Imagine going from just handling transactions and contract management to controlling and nurturing the end-to-end customer relationship. The proliferation of direct-to-consumer (D2C) marketing and commerce channels enables you to get more out of your data so you can truly understand your customer’s needs, customize their experience and build trust.
You’ll be able to offer a smooth and integrated journey. From considering a vehicle to the commitment for long-term or flexible ownership. And even connecting online and offline interactions.

Traditional market model
Orchestrating the D2C approach and the dealerships
Digital sales channels are reshaping traditional vehicle dealerships. Higher customer expectations and the rise of vehicle manufacturers with a D2C (direct-to-consumer) model are squeezing profit margins and putting pressure on the traditional dealership model. As OEM captives need a strategic pivot, pushing the agency model to manage their dealer relationships emerges as a promising option, additional to the new D2C channels.
In this agency model, the vehicle itself is just a part of the value chain. With most of that value chain managed by you, the captive, you can generate extra revenue from services, software, upsells, and data monetization — areas in which you can truly excel.
Here’s how it works: It’s a mix between the traditional dealership model and D2C sales, offering the best of both worlds. End-customers can buy, lease, or finance their vehicles directly from you, the captive. For test-drives, pickup and after-sales services, they visit a local agent, who receives a fee compensation. This structure gives you more pricing control while local agents deliver the personal touch and physical presence end-customers appreciate.

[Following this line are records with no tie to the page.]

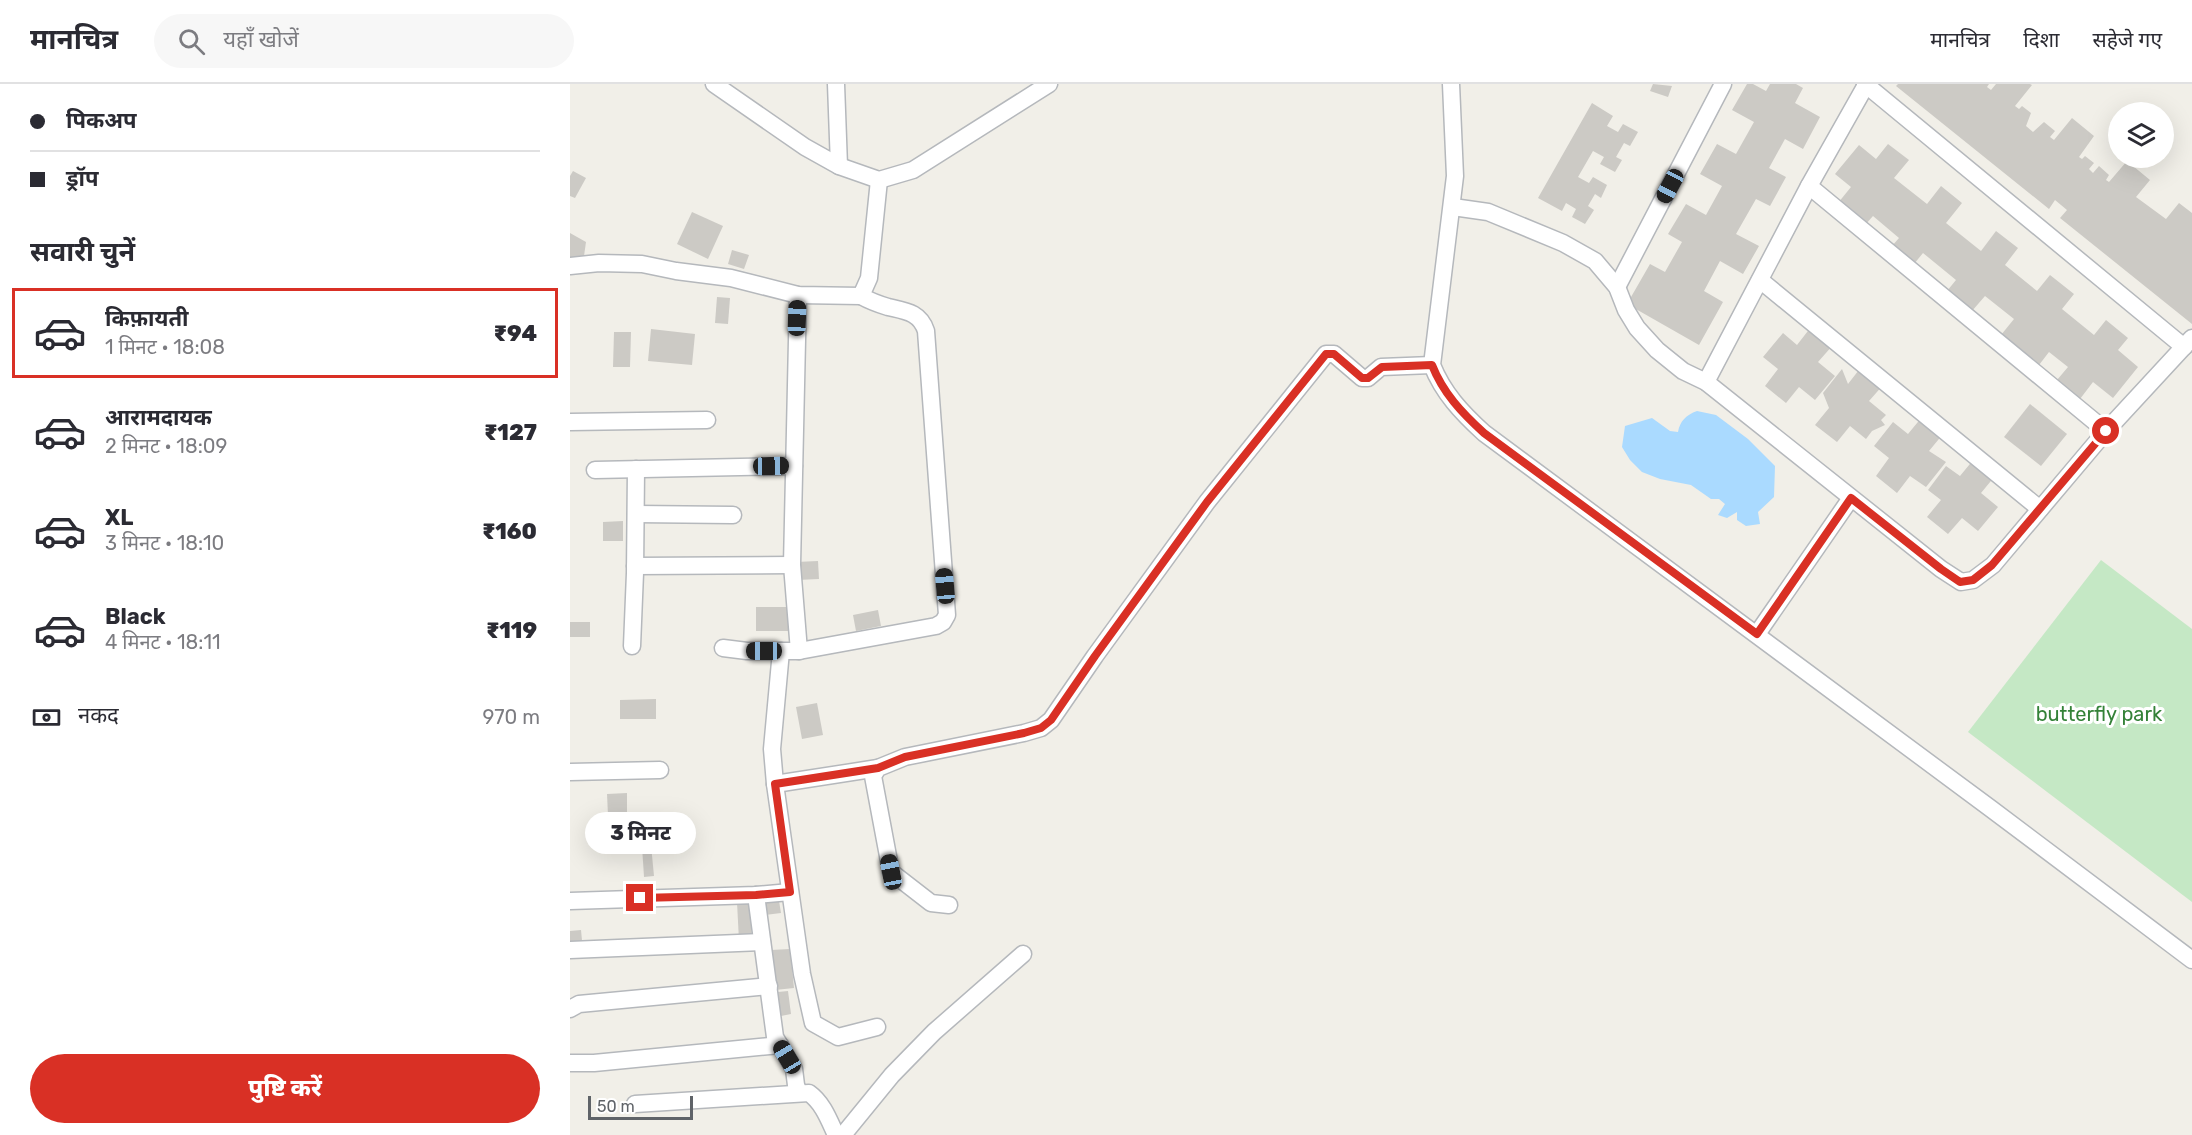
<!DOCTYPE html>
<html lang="hi">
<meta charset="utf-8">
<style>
body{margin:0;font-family:Rubik,"Noto Sans Devanagari",sans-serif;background:#f7f7f7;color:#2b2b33;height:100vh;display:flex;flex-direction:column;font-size:22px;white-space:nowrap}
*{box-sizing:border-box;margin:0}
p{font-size:20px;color:#7c7c81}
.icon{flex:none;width:33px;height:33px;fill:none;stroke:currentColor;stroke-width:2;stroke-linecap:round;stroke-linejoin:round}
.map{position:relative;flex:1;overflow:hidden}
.panel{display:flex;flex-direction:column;background:#fff;width:570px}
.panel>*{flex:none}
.hud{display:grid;align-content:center;height:132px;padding:0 30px;background:#fff}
.fabs{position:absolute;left:1538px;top:18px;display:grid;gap:12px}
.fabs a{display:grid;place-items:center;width:66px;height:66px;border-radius:50%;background:#fff;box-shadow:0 6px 24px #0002;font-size:30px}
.scale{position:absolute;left:18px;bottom:15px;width:105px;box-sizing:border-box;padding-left:6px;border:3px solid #5f6368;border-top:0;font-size:16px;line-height:21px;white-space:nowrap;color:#5f6368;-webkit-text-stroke:4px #fff;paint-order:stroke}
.end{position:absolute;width:27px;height:27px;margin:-14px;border:8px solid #d93025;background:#fff;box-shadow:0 0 0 3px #fff}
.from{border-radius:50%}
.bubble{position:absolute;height:42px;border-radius:21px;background:#fff;box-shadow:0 6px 24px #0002;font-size:20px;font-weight:800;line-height:42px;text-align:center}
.car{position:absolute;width:18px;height:36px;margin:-18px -9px;border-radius:8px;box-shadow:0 0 4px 2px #0007;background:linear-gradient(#222 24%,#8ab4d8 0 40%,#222 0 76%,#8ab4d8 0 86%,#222 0)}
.hud b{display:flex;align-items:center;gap:21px;height:57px;font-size:22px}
.hud b+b{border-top:2px solid #e1e1e2}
.hud i{width:15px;height:15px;background:#2b2b33}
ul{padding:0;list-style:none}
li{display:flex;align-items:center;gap:18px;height:90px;margin:0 12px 9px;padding:0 18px;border:3px solid transparent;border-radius:0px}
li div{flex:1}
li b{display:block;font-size:22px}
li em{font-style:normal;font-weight:800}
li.active{border-color:#d93025}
li>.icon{width:54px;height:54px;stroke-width:1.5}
h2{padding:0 30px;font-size:27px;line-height:72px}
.pay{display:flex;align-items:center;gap:15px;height:66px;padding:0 30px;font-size:22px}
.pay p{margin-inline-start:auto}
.cta{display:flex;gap:12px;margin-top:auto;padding:12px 30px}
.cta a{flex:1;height:69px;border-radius:36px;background:#d93025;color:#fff;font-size:24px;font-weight:800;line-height:69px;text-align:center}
header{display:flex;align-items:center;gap:36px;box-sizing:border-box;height:84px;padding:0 30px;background:#fff;border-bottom:2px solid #e1e1e2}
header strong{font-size:28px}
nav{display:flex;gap:33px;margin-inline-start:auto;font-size:21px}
.search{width:420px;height:54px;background:#f7f7f7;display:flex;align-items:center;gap:15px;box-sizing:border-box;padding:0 21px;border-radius:33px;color:#7c7c81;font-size:22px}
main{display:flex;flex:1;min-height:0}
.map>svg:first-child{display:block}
</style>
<header>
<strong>मानचित्र</strong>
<div class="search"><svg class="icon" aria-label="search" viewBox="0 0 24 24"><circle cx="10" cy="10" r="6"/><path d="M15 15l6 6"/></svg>यहाँ खोजें</div>
<nav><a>मानचित्र</a><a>दिशा</a><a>सहेजे गए</a></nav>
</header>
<main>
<section class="panel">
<div class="hud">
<b><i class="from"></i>पिकअप</b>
<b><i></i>ड्रॉप</b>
</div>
<h2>सवारी चुनें</h2>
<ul>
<li class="active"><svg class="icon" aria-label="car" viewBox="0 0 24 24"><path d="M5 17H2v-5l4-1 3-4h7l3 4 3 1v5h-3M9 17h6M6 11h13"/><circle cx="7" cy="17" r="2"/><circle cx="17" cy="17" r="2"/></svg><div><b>किफ़ायती</b><p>1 मिनट · 18:08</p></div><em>₹94</em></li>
<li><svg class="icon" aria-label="car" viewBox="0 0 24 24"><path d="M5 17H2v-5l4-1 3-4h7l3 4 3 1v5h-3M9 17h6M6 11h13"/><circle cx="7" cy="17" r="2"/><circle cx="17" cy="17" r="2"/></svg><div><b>आरामदायक</b><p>2 मिनट · 18:09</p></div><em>₹127</em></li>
<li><svg class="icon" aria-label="car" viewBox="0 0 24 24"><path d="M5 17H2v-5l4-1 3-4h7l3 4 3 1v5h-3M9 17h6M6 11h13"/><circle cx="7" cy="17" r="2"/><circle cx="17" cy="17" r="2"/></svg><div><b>XL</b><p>3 मिनट · 18:10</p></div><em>₹160</em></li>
<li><svg class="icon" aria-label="car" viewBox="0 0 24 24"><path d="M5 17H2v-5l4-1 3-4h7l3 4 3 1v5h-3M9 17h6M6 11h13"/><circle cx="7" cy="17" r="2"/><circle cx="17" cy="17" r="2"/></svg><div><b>Black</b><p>4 मिनट · 18:11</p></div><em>₹119</em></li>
</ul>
<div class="pay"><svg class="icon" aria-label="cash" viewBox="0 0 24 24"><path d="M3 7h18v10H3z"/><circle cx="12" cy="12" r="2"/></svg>नकद<p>970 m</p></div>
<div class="cta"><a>पुष्टि करें</a></div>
</section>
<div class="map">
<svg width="1622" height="1051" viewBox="0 0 1622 1051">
<rect width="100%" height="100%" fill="#f1efe8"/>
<polygon fill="#c5e8c5" points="1531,476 1622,545 1622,818 1398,648"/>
<path fill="#aadaff" d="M1127 327 1146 331 1178 355 1205 382 1204 413 1188 428 1190 440 1176 442 1167 436V428L1157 434 1148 431 1155 420 1149 415H1141L1121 401 1090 395 1072 388 1060 376 1052 363 1055 342 1082 334 1100 347 1108 348C1110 337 1116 331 1127 327Z"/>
<g fill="#cccac5">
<polygon points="1083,0 1102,2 1098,13 1080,7"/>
<polygon points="1177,0 1183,0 1196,7 1200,0 1226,0 1233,4 1225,19 1250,33 1233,65 1215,55 1199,84 1216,93 1200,122 1186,115 1166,150 1189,162 1173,190 1150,177 1134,207 1153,218 1129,261 1057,220 1080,180 1095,188 1112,158 1098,150 1116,120 1136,131 1152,102 1130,90 1147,60 1166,70 1184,38 1162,26"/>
<polygon points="1328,0 1419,0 1417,3 1421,6 1426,0 1460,0 1462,1 1445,22 1449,25 1452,22 1461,29 1456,42 1463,48 1474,38 1485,47 1480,53 1484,56 1502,34 1524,52 1509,73 1512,75 1515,72 1524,79 1519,85 1523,89 1529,82 1539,91 1536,96 1539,98 1557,77 1580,96 1566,113 1596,135 1609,119 1622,129 1622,240 1490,134 1497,126 1485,116 1479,125 1326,2"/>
<polygon points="1022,19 1043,32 1037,42 1048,48 1053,40 1068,48 1060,62 1054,59 1046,73 1052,76 1045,88 1030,80 1034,73 1023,67 1008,93 1019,99 1023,93 1037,101 1031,114 1025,110 1018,122 1024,126 1015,140 1002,133 1006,125 996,119 992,127 968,114"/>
<polygon points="1318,60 1339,76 1324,94 1357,120 1371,102 1392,119 1376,139 1411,167 1426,147 1448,164 1435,181 1467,207 1480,191 1504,210 1492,225 1524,251 1536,236 1558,254 1548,266 1568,283 1543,314 1523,298 1510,315 1487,296 1498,283 1479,268 1469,281 1431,251 1444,235 1415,212 1402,227 1377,207 1386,196 1353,169 1344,180 1322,162 1329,154 1303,132 1295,141 1268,119 1281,103 1265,90 1289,61 1306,75"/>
<polygon points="3,87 16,94 5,114 0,112 0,92"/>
<polygon points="122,128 153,142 138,175 107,160"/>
<polygon points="0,149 16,158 13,179 0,177"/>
<polygon points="162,166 179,171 174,185 158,180"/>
<polygon points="147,213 160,214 158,240 145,239"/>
<polygon points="1241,243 1263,261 1248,278 1265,292 1245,316 1229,303 1216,319 1195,302 1208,285 1193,273 1213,249 1227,261"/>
<polygon points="81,245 125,250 122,281 78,277"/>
<polygon points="44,248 61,248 60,283 43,283"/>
<polygon points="1292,282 1314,300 1299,317 1316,331 1311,336 1315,341 1302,347 1296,355 1280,342 1267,358 1245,341 1259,324 1253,309 1272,285 1278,300"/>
<polygon points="1460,320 1497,350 1471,382 1434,353"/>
<polygon points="1352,333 1373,350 1359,367 1376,378 1356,403 1340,392 1327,409 1306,392 1319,374 1304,362 1323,338 1338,350"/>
<polygon points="1404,375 1425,392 1411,409 1428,423 1408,447 1392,434 1378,450 1357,433 1371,416 1358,406 1376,382 1390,392"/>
<polygon points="53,437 53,457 33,457 33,438"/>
<polygon points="248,477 249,495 227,496 226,478"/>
<rect x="186" y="523" width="35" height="24"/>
<polygon points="308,526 311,542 286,547 283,531"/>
<rect x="0" y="538" width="20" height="15"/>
<polygon points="86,615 86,635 50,635 50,616"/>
<polygon points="247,619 253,651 232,655 226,623"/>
<polygon points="57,709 57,731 38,731 37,710"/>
<polygon points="81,761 84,792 74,793 72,762"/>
<polygon points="180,817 182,856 169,857 167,818"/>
<polygon points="209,817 211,829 195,831 194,819"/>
<polygon points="11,846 13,867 0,868 0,847"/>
<polygon points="220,865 224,904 205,906 201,866"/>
<polygon points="218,907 221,930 211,932 208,908"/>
</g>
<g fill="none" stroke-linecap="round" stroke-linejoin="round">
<g stroke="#b5b8bc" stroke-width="19">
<g id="minor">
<polyline points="144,0 235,63 269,82 309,96 343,86 479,0"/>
<polyline points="266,0 269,82"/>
<path d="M881 0 885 92 862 281C873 309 892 329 914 349L1420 724 1622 876"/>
<polyline points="1295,0 1614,263"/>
<polyline points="1239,102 1536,347"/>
<polyline points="883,123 918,128 993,159 1025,177 1047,203 1056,226 1067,244 1087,266 1113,287 1136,298 1371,485 1391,498 1403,496 1423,481 1536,347 1622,254"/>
<polyline points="0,182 29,179 72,180 106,187 161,194 228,211 291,212 299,194 309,96"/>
<polyline points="1190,196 1470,425"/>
<polyline points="1047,203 1153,0"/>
<polyline points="228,211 222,481 229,567"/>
<polyline points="1136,298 1239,102 1296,1"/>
<polyline points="0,338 137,336"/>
<polyline points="25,386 224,382"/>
<polyline points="66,430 163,431"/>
<polyline points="65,482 222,481"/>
<polyline points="1187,550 1281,414"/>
<polyline points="62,562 65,489 66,385"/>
<path d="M153 564 177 567H229L366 542 373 538 377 531 356 247C350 228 335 227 318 223 308 220 300 217 291 212"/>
<polyline points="211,567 202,665 205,700 232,890 243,939 268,953 307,943"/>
<polyline points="0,688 90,686"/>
<polyline points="205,700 308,684"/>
<polyline points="186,811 205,953 224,985 226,1001 229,1009"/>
<polyline points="0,817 186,811 220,808"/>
<polyline points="379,821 361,819 321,788 303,692 308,684 335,673 454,649 471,644 481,636 525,572 637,418 756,270 764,270 792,294 798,294 811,283 862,281"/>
<polyline points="0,866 192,858"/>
<polyline points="0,925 9,920 199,902"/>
<polyline points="0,979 24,979 210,961"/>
<path d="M65 1020 239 1009C253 1019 259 1036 266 1051"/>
<polyline points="273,1051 322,991 364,948 453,870"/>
</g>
</g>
<use href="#minor" stroke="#fff" stroke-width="16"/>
</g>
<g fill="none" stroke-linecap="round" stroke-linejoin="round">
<path stroke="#d93025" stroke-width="8" d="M70 814 186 811 220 808 205 700 308 684 335 673 454 649 471 644 481 636 525 572 637 418 756 270H764L792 294H798L812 283 862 281C873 309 892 329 914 349L1187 550 1281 414 1371 485 1390 498 1403 496 1422 481 1536 347"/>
</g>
<g text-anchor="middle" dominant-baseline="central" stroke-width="6" stroke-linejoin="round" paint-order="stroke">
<g font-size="20" fill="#348238" stroke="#fff">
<text x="1529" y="630">butterfly park</text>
</g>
</g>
</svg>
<div class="fabs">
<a><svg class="icon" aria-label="layers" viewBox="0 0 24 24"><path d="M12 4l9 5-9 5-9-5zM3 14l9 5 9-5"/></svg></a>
</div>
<div class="scale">50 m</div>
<i class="end from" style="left:1536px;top:347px"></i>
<i class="end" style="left:70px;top:814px"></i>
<div class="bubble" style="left:15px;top:728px;width:111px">3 मिनट</div>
<i class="car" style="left:1100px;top:102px;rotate:208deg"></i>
<i class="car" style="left:227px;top:234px;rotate:2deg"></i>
<i class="car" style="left:201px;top:382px;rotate:89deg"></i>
<i class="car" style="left:375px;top:502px;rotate:355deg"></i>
<i class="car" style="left:194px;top:567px;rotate:270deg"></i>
<i class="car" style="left:321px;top:788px;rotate:349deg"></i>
<i class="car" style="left:217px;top:973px;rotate:329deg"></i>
</div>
</main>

New roles for all stakeholders
In the long run, everyone stands to benefit from this integrated approach.
- Captives gain a central market position: captives stand to gain significantly from being at the heart of a data-centric ecosystem. This central position allows them to manage prices uniformly, eliminating internal competition among dealers of the same brand. They can also optimize costs through centralization and economies of scale. However, to thrive in this ecosystem, captives must expand their services and cater to customers’ preferred financing methods, whether online via dealers, D2C sales channels, or third-party marketplaces.
- Dealers benefit from reduced financial risk: when dealerships become agencies and act on behalf of the captive, they will be compensated by the OEM, reducing their financial risk. This shift allows them to concentrate on value-added services like after-sales support, maintenance, and test drives rather than just sales.
- End-customers enjoy more transparency: customers benefit from a seamless experience across online and offline touchpoints, always interacting with the OEM captive while dealers work on the OEMs behalf. This model offers transparent pricing, reduced time spent in dealerships or showrooms, and the convenience of viewing available inventory and financial services at all times. Through a single platform, customers can effortlessly handle all interactions, such as booking test drives, scheduling maintenance, renewing contracts, or cancelling flexible ownership subscriptions.

A bright future
To stay ahead, OEM captives must create an integrated experience that offers a smooth end-to-end customer journey. In this experience, online and offline interactions connect seamlessly and meet your customers’ preferences at each stage of the buying process.
Customers will be able to interact with all stakeholders from one centralized platform and switch between channels as they progress through the buying journey.
By owning and managing the entire experience, you can capture data at every touchpoint. Putting you in the driver’s seat to define the future of automotive financing. Large-scale financing, new dealership business models, and increased service-based revenue streams might make you unstoppable, but you must start now.